<<<<
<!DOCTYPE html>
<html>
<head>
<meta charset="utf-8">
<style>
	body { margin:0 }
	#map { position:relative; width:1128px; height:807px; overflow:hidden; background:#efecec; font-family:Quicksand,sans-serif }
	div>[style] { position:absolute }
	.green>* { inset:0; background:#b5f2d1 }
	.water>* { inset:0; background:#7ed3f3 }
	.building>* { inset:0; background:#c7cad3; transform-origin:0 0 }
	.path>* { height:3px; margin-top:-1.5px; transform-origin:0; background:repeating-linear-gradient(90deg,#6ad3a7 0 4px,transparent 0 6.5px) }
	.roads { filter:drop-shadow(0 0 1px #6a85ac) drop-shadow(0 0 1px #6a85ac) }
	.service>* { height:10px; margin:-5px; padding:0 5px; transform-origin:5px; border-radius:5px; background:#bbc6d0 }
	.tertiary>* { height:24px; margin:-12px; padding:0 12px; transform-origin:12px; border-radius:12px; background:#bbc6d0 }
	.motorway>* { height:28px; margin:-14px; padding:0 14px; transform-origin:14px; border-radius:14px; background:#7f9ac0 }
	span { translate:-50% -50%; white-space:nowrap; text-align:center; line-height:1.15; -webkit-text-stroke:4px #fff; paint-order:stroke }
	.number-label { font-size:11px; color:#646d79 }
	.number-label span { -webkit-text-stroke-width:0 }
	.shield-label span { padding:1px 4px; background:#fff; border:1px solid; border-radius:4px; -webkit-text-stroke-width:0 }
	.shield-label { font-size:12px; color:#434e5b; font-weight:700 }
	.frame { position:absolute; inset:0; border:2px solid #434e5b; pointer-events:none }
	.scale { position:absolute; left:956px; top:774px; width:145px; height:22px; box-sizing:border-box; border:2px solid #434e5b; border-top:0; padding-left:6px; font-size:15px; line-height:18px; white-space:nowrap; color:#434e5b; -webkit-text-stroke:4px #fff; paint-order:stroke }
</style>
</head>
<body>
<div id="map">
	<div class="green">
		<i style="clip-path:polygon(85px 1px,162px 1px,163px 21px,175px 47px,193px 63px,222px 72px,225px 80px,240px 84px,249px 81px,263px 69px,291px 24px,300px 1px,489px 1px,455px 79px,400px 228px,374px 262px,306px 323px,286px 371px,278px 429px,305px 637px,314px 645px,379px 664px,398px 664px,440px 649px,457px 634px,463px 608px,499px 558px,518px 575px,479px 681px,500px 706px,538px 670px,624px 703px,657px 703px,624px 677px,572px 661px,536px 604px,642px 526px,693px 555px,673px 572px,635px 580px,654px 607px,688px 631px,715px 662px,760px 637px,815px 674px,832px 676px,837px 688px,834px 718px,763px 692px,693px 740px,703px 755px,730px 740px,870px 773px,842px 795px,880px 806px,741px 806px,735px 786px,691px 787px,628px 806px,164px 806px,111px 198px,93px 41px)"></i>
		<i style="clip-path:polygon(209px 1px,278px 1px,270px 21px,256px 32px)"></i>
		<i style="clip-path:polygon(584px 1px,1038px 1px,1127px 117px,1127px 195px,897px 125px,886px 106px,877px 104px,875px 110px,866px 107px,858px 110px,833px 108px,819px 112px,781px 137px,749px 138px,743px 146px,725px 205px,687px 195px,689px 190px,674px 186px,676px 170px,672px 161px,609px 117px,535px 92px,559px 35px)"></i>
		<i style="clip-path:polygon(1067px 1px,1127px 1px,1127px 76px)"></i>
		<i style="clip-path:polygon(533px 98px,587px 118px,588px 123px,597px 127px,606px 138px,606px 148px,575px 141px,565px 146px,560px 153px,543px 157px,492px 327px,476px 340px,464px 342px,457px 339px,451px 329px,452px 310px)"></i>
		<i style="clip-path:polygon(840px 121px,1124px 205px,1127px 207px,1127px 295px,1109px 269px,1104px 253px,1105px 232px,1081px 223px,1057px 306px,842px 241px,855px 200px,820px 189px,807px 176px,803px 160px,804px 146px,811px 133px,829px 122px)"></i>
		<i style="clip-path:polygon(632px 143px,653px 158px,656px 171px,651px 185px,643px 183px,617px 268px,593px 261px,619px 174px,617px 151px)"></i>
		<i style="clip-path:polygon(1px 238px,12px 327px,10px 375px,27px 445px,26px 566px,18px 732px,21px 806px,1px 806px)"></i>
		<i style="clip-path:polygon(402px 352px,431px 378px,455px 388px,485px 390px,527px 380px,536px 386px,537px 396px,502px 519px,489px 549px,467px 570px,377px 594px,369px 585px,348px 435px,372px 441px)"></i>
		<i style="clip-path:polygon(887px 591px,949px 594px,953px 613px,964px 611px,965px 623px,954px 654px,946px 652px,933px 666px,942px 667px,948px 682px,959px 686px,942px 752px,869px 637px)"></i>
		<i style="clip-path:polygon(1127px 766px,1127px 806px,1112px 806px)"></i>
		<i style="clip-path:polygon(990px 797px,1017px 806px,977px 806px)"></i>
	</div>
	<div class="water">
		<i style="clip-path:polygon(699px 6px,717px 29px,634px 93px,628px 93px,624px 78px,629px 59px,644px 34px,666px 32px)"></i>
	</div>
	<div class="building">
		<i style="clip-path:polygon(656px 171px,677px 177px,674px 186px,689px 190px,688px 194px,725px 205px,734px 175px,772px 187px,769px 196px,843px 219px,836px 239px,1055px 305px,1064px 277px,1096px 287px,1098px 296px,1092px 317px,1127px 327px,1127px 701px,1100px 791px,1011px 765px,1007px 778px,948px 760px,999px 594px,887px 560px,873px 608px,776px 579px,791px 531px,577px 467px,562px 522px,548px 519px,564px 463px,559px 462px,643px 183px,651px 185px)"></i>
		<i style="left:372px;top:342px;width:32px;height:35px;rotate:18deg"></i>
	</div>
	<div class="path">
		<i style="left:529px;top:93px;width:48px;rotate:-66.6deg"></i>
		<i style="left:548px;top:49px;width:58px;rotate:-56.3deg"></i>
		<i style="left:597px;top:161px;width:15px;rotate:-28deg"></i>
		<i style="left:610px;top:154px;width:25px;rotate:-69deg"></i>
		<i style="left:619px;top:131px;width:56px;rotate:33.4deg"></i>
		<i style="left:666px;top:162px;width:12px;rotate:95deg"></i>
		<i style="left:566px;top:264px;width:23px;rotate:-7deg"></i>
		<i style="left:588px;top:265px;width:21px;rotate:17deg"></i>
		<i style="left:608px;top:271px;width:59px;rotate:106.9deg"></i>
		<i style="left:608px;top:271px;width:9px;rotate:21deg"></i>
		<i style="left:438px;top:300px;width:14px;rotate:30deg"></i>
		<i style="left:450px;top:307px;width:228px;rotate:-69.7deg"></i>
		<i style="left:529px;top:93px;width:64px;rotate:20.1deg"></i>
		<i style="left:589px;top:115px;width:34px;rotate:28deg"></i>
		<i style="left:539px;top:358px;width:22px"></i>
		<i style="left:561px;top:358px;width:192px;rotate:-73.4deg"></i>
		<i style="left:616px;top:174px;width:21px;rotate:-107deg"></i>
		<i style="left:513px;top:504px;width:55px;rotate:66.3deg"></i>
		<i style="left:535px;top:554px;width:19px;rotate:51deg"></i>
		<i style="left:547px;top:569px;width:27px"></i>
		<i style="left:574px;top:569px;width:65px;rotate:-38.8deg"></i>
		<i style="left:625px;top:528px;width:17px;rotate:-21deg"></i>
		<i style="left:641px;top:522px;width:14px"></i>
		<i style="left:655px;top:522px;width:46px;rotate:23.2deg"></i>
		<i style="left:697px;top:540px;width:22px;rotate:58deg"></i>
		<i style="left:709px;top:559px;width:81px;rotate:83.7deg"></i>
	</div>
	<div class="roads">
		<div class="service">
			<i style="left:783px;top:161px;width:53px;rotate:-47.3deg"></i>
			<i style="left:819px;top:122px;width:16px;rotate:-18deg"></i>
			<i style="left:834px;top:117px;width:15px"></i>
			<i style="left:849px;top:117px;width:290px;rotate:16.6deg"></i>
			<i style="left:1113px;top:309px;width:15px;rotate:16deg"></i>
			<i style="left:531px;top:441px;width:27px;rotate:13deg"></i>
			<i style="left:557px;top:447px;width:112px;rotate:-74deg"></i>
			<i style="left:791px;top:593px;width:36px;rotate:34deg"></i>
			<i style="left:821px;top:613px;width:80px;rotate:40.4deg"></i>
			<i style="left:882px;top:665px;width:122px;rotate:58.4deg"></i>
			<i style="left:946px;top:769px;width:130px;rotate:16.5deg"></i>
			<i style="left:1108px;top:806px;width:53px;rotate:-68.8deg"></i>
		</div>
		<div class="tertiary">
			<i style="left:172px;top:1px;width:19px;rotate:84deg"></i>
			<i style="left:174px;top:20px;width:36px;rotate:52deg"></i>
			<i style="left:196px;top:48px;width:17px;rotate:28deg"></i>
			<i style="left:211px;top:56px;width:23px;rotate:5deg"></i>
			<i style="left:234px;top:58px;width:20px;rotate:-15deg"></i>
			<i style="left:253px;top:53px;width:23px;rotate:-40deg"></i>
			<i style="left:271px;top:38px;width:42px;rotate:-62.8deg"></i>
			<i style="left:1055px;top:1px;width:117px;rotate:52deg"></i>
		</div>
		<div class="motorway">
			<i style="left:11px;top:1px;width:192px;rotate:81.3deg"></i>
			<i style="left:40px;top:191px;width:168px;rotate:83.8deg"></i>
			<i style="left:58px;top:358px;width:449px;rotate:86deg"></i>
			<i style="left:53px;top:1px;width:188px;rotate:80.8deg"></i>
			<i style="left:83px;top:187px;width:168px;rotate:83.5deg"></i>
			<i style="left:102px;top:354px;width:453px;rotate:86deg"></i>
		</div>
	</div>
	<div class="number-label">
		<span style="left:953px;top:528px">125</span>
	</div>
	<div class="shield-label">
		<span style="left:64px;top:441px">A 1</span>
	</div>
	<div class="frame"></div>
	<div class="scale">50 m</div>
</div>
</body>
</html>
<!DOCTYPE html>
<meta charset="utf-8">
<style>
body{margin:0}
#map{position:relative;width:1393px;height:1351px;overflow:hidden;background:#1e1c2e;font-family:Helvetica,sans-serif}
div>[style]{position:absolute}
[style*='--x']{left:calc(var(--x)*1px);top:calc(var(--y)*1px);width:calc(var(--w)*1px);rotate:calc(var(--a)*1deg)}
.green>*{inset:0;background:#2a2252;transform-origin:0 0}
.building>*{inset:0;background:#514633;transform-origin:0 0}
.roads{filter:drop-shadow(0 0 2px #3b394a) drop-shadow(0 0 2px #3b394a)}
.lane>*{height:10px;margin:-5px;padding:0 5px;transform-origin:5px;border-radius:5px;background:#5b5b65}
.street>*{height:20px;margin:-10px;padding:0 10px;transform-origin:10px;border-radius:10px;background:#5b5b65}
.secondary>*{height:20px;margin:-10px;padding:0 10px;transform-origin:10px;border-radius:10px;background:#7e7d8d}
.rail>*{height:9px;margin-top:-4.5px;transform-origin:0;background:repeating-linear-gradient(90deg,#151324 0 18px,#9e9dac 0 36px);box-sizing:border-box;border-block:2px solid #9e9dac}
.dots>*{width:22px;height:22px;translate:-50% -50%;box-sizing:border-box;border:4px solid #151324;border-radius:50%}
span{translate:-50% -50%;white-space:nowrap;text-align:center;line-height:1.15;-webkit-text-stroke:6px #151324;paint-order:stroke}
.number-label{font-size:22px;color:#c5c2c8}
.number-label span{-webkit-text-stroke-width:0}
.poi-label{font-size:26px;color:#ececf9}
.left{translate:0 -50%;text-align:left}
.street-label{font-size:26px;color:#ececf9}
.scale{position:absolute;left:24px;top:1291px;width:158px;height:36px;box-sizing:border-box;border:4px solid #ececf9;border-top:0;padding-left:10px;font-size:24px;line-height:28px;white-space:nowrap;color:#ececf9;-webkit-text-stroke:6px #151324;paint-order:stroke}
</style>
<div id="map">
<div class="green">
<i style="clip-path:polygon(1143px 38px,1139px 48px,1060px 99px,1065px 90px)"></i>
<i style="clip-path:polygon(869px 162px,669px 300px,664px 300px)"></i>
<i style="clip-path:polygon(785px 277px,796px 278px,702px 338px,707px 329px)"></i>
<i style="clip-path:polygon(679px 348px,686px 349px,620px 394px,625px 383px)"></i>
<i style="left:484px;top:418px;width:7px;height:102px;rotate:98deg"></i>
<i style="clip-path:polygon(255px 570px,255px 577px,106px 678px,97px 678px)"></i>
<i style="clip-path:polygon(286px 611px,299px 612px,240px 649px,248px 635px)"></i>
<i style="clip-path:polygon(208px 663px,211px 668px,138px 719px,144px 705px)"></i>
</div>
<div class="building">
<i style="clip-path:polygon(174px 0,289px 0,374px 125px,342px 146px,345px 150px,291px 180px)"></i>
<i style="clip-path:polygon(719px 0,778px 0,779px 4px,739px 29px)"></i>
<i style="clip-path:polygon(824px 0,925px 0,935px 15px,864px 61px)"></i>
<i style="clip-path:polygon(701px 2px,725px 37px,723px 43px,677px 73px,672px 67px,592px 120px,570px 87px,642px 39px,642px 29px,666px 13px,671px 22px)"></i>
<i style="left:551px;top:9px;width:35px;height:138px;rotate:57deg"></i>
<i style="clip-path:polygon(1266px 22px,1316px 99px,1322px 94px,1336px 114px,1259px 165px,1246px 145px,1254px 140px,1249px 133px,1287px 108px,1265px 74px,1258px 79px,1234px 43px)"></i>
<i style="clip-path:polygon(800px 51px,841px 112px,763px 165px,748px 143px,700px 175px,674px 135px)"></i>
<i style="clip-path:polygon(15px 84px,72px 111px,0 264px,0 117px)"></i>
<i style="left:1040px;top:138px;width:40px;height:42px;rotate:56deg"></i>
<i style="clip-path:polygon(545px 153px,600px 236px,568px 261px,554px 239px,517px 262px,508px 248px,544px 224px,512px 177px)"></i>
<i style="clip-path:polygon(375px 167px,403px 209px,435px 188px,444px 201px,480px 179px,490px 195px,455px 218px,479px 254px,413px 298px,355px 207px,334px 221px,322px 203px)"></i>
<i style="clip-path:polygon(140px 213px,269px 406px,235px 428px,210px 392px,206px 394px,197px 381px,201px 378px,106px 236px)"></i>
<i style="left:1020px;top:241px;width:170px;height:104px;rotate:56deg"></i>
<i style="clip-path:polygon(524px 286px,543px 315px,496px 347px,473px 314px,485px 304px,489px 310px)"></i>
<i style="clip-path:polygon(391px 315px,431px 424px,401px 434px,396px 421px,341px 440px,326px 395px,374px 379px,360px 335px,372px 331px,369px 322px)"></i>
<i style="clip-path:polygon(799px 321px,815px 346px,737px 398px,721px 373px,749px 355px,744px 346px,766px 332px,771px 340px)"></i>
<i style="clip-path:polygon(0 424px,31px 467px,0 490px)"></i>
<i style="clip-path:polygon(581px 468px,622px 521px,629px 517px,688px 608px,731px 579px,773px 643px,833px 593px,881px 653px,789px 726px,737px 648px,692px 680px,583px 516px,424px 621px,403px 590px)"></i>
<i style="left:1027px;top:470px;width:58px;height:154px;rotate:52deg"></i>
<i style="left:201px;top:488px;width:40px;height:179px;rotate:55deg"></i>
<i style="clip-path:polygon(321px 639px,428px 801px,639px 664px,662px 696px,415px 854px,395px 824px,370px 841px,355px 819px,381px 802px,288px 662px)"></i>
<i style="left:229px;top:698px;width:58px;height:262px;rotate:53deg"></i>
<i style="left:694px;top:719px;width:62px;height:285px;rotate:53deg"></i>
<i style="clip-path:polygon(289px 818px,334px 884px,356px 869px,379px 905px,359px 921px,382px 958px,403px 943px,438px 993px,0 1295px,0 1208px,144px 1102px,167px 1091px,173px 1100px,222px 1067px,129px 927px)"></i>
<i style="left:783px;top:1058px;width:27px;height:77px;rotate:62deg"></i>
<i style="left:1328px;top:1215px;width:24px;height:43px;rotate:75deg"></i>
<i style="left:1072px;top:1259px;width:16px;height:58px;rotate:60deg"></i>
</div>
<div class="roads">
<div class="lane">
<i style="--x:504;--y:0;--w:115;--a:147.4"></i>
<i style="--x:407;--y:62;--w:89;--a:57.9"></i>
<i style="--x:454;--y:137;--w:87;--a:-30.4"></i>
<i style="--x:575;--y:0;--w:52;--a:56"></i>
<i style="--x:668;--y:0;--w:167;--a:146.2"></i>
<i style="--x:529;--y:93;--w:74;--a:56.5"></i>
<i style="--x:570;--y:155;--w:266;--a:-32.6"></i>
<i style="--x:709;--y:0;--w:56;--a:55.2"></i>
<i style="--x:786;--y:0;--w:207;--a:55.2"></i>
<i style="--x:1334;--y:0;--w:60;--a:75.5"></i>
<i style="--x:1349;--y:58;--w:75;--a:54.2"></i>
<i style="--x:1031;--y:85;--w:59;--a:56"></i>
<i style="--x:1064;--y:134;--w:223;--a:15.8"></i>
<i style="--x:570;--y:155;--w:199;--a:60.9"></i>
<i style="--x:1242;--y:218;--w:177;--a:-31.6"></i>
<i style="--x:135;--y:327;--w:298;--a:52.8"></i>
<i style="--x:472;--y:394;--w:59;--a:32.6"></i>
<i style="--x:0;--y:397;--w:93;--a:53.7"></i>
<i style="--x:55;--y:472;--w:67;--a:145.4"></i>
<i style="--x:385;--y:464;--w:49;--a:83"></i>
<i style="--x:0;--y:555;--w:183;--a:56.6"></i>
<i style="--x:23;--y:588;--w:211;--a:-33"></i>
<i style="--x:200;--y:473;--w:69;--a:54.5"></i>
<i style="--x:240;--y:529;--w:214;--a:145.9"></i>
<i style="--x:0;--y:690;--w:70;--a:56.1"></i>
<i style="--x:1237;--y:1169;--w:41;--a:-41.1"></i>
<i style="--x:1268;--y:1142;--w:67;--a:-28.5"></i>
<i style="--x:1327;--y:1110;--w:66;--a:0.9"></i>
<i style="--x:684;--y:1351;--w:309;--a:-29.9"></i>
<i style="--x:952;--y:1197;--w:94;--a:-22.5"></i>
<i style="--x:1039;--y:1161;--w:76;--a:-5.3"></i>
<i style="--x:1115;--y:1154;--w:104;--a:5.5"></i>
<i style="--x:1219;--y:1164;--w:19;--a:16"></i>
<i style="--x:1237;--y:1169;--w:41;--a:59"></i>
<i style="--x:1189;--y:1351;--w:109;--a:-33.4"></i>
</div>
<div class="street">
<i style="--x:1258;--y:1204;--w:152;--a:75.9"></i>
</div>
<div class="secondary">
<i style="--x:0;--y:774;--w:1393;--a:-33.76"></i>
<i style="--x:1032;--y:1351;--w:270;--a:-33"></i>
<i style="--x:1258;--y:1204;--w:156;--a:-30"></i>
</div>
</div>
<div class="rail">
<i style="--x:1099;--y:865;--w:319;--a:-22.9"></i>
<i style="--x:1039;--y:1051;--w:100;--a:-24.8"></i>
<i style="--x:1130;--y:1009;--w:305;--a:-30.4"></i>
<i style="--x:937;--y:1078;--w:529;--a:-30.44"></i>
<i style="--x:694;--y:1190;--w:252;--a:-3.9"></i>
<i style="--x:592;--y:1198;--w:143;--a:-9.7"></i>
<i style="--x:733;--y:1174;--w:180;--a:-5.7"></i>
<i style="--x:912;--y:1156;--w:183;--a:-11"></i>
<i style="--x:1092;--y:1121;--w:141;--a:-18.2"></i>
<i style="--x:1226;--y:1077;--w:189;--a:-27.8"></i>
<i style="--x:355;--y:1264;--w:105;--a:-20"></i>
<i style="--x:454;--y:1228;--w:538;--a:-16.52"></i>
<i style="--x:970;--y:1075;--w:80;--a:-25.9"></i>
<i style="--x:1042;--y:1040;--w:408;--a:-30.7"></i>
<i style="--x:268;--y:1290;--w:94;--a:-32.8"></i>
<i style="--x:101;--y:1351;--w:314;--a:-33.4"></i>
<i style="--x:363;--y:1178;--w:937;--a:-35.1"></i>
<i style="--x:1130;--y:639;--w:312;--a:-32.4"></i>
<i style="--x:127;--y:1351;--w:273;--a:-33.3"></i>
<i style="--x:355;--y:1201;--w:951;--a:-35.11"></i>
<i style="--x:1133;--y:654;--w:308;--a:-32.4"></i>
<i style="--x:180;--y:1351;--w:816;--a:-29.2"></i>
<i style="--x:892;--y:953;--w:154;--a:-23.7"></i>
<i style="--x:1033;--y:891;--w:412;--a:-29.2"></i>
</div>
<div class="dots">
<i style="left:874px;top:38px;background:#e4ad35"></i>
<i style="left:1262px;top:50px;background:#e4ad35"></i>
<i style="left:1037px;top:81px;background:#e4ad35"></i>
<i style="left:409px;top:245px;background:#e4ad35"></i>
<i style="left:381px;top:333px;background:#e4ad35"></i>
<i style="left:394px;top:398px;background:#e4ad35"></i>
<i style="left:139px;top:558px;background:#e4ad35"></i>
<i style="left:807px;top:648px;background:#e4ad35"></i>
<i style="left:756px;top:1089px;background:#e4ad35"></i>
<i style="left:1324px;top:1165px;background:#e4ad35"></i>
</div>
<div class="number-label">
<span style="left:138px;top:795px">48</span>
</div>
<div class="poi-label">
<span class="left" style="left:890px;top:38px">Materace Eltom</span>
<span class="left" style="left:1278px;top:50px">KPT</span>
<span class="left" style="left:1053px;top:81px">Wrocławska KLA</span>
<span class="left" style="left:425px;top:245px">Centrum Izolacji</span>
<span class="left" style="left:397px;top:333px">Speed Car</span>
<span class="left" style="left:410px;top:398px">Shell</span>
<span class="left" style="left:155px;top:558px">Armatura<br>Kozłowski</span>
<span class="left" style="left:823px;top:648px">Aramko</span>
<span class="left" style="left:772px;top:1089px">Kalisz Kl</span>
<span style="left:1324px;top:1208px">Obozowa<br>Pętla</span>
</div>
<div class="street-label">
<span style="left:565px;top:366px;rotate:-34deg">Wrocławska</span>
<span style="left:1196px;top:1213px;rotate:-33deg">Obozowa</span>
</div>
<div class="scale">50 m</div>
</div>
>>>>
» What to do
Take every line from the listing above that includes the word "sans" and copy it.

» Expected answer
	#map { position:relative; width:1128px; height:807px; overflow:hidden; background:#efecec; font-family:Quicksand,sans-serif }
#map{position:relative;width:1393px;height:1351px;overflow:hidden;background:#1e1c2e;font-family:Helvetica,sans-serif}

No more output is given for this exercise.